After completing my Bachelor of Arts at Zhongnan University of Economics and Law I took a Teaching English to Speakers of English Languages (TESOL) Diploma at Trinity College London. At the time, I was working as a manager with Education First (one of the world's leading English training companies and official language supplier of both the 2008 Beijing Olympic Games and the 2010 Guangzhou Asian Games) and completed the TESOL course to better fulfil my managerial responsibilities. I already had some experience of teaching English part-time.
At Bristol, I chose the MEd Educational Leadership, Policy & Development (ELPD) to hone my leadership and management skills and to better understand the field of education (e.g. school effectiveness, education quality improvement, teacher development, educational policies in different countries and regions as well as their effects). I also wanted to think critically and strategically; to learn how to do comparative education research; to meet and be friends with excellent people in this field and to enhance my professional profile.
The University of Bristol was ranked very high according to RAE 2008 Results for Education. Although I received offers from the three universities to which I applied, the first offer came from Bristol. It was very efficient and, at the same time, I received the Chevening Scholarship to study in the UK.
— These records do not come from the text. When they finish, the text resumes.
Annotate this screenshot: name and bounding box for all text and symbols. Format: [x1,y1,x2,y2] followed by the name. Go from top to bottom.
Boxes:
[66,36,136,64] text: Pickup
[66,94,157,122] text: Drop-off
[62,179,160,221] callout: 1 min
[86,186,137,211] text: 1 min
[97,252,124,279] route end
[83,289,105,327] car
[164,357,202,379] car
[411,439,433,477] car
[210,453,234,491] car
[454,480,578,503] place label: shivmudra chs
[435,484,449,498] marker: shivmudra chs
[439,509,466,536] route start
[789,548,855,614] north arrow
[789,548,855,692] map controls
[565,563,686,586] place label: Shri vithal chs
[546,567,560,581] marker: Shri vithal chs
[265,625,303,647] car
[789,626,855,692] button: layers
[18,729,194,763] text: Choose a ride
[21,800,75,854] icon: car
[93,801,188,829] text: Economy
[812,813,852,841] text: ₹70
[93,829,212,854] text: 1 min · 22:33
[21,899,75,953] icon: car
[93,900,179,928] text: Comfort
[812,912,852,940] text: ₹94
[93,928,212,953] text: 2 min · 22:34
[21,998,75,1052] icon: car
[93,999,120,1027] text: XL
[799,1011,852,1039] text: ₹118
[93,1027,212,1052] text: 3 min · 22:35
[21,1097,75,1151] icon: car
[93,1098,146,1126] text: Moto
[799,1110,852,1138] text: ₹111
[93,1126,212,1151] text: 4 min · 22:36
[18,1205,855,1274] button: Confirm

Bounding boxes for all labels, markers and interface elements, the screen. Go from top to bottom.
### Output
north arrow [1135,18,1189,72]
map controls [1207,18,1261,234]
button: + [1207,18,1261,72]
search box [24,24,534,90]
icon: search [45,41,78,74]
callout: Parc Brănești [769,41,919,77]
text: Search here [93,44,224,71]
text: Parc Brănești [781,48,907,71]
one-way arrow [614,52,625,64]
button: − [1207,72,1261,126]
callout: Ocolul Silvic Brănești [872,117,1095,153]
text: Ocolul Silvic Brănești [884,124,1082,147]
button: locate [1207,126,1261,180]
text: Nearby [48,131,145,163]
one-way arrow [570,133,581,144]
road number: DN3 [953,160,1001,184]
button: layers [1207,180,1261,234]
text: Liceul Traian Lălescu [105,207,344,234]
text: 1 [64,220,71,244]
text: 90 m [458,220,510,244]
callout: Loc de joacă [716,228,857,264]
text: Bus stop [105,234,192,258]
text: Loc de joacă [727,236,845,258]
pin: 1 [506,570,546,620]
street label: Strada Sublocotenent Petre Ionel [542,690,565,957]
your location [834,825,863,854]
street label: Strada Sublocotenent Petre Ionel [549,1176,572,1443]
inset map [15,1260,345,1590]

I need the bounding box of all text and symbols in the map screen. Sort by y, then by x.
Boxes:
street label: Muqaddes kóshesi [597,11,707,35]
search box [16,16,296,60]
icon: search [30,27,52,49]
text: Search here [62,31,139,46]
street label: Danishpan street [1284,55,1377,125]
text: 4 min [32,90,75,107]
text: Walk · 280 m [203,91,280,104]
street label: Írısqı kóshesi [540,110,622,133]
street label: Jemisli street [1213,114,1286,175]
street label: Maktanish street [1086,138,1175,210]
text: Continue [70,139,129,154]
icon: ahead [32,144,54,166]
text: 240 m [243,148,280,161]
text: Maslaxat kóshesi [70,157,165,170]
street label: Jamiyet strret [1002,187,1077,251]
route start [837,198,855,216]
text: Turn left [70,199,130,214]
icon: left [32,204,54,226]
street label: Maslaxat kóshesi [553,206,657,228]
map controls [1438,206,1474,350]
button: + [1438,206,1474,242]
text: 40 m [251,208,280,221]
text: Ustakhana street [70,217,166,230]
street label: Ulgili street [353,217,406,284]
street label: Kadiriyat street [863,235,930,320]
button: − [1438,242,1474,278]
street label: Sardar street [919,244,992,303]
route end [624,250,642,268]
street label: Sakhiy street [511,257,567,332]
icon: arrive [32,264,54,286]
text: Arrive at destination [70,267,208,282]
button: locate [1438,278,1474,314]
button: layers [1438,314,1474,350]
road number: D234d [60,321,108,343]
Studying at the Graduate School of Education was very enjoyable. Apart from ELPD units, I also took courses from the programme of Counselling and of Psychology and really enjoyed them. These included Practical Counselling Skills I & II, Approaches to Counselling in Learning, Development Psychology and Neuroscience. I have always had an interest in counselling and psychology and I sincerely appreciate that the school gave me the opportunity to take these units apart from the ELPD courses.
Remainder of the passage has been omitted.